* TASK REQUIREMENTS
What is needed is an exact copy of every entry, without the pictures.

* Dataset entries
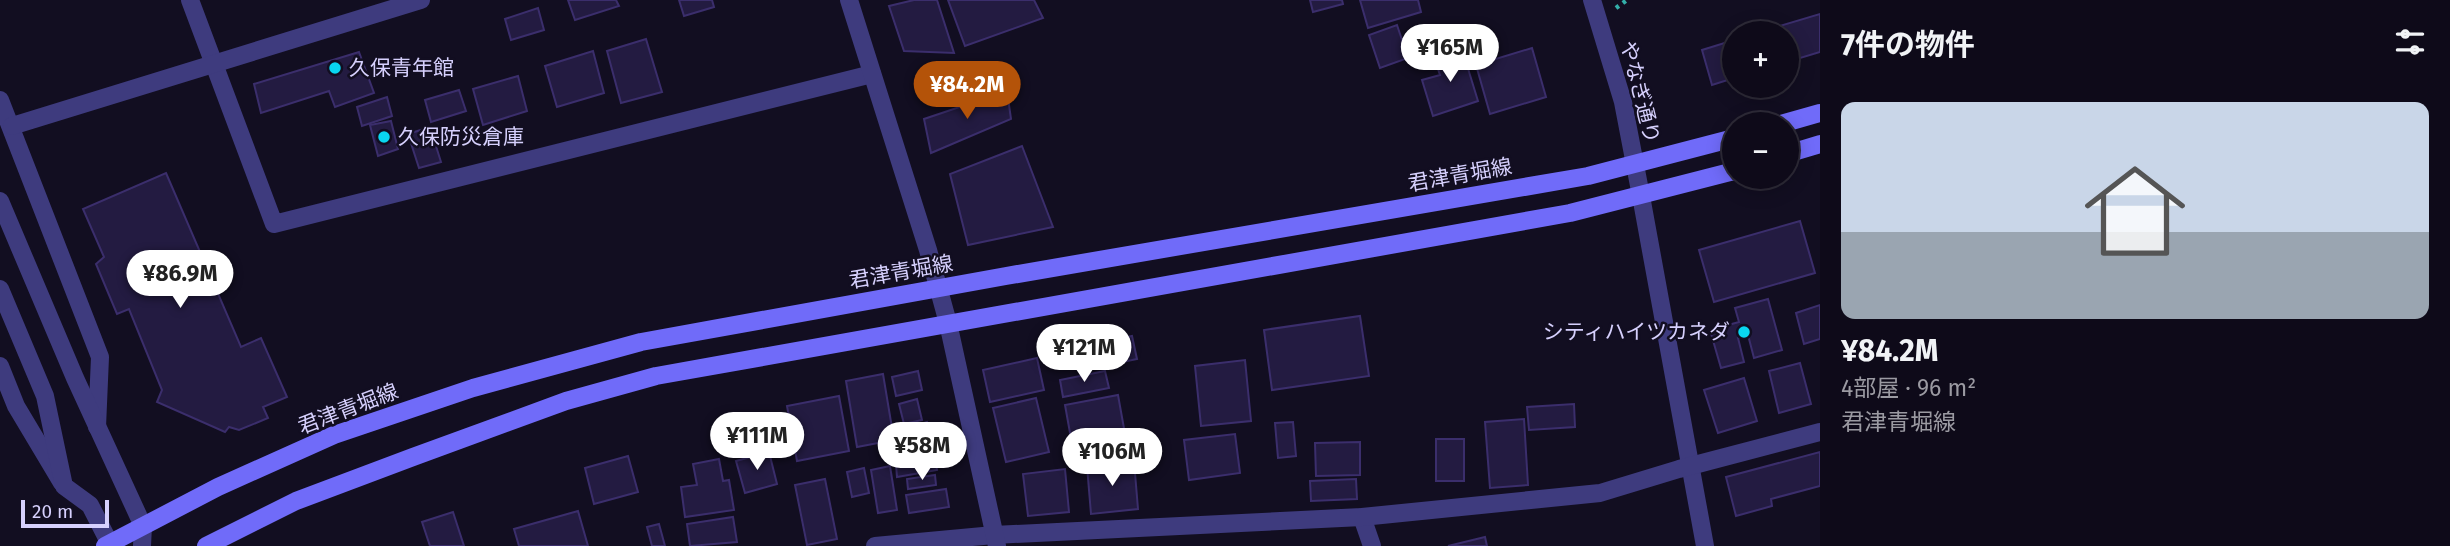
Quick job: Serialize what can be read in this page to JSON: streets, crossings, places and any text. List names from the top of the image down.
{
  "streets": {
    "main road": ["君津青堀線"],
    "street": ["やなぎ通り"]
  },
  "crossings": [
    ["やなぎ通り", "君津青堀線"]
  ],
  "places": ["久保青年館", "久保防災倉庫", "シティハイツカネダ"],
  "scale_bar": "20 m",
  "page": {
    "heading": "7件の物件",
    "map_buttons": ["+", "−"],
    "price": [
      "¥165M",
      "¥84.2M",
      "¥86.9M",
      "¥121M",
      "¥111M",
      "¥58M",
      "¥106M"
    ],
    "list": [
      {
        "name": "¥84.2M",
        "note": "4部屋 · 96 m² · 君津青堀線"
      }
    ],
    "scale": "20 m"
  }
}
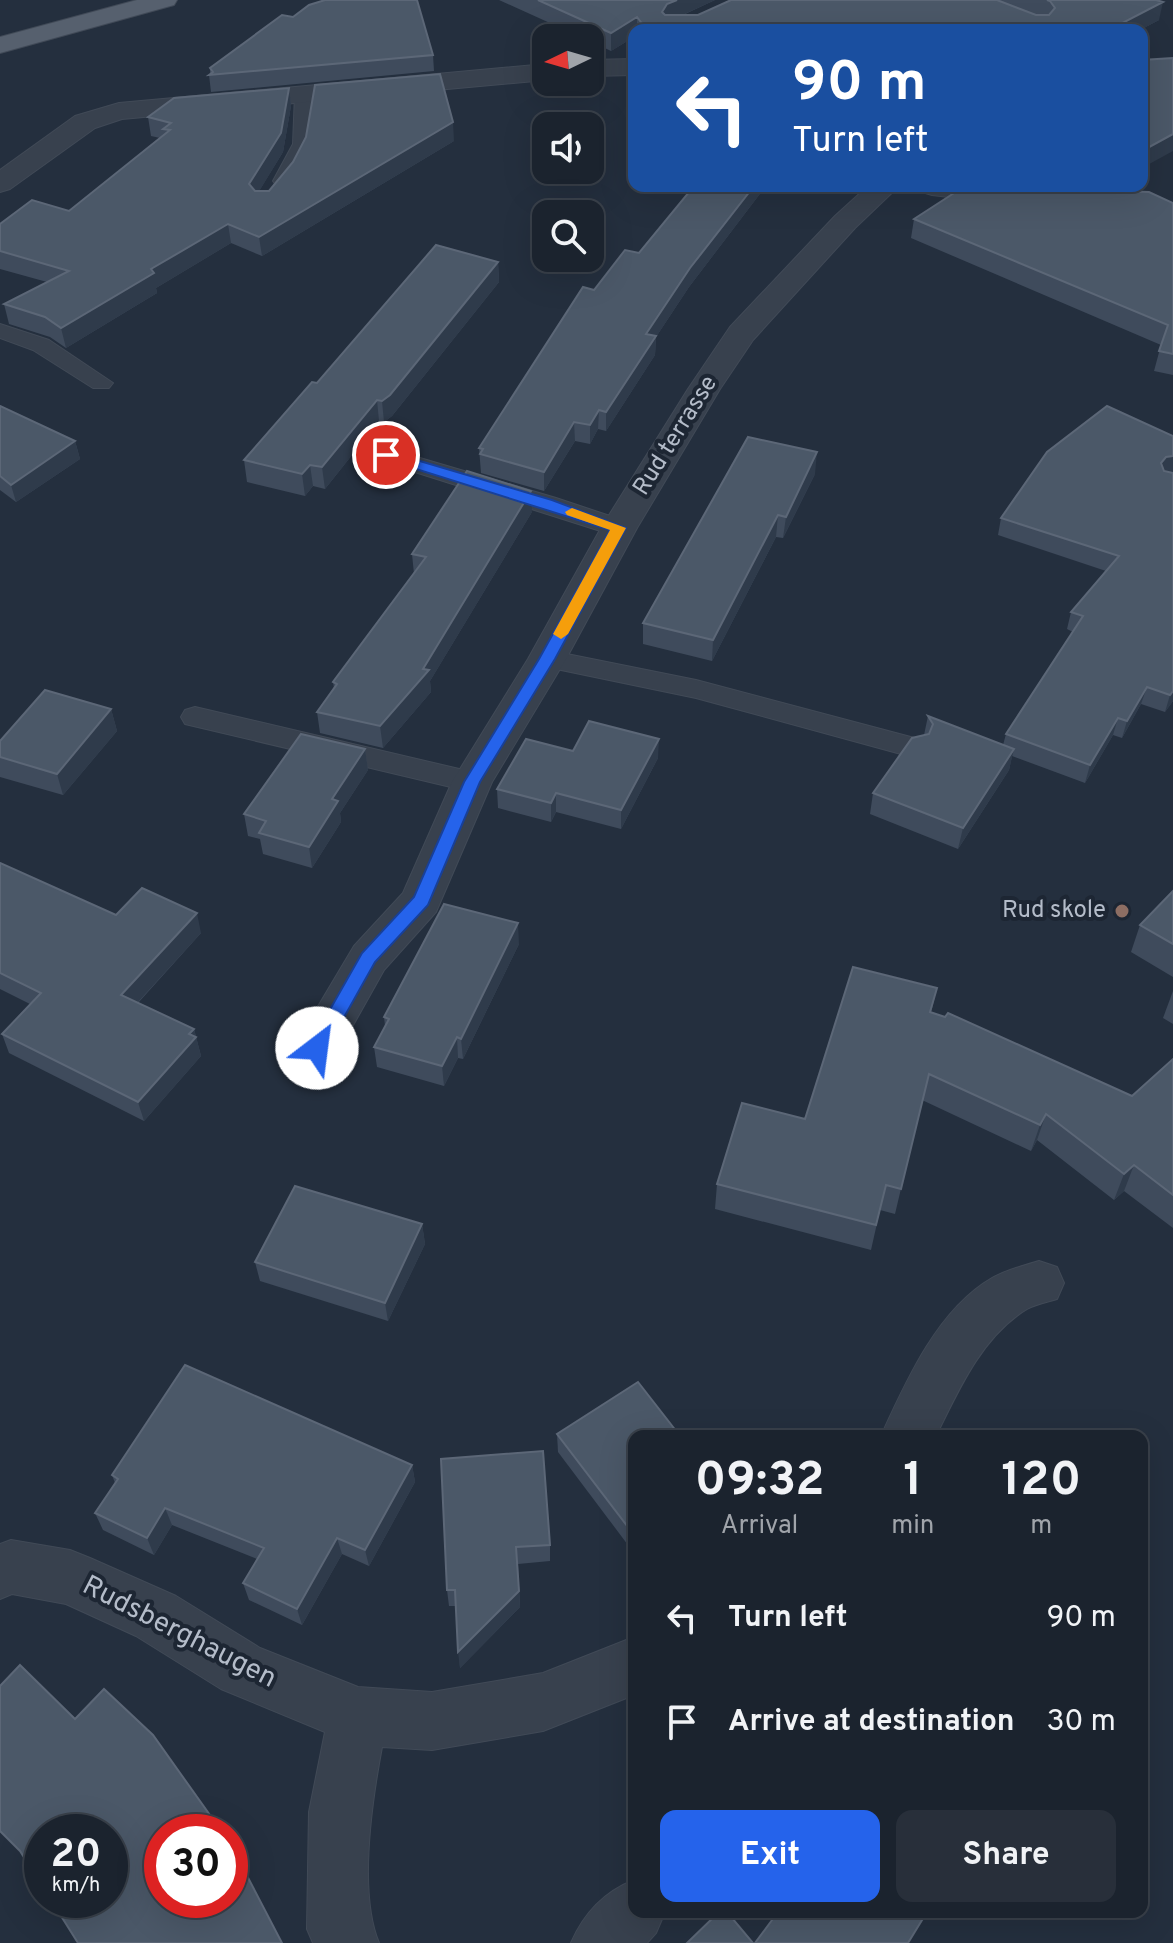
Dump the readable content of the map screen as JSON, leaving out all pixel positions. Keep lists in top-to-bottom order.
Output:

* ANSWER SPACE
Quick job: Serialize what can be read in this page to JSON: streets, crossings, places and any text. List names from the top of the image down.
{
  "streets": {
    "main road": ["君津青堀線"],
    "street": ["やなぎ通り"]
  },
  "crossings": [
    ["やなぎ通り", "君津青堀線"]
  ],
  "places": ["久保青年館", "久保防災倉庫", "シティハイツカネダ"],
  "scale_bar": "20 m",
  "page": {
    "heading": "7件の物件",
    "map_buttons": ["+", "−"],
    "price": [
      "¥165M",
      "¥84.2M",
      "¥86.9M",
      "¥121M",
      "¥111M",
      "¥58M",
      "¥106M"
    ],
    "list": [
      {
        "name": "¥84.2M",
        "note": "4部屋 · 96 m² · 君津青堀線"
      }
    ],
    "scale": "20 m"
  }
}
Dump the readable content of the map screen as JSON, leaving out all pixel positions. Keep lists in top-to-bottom order.
Output:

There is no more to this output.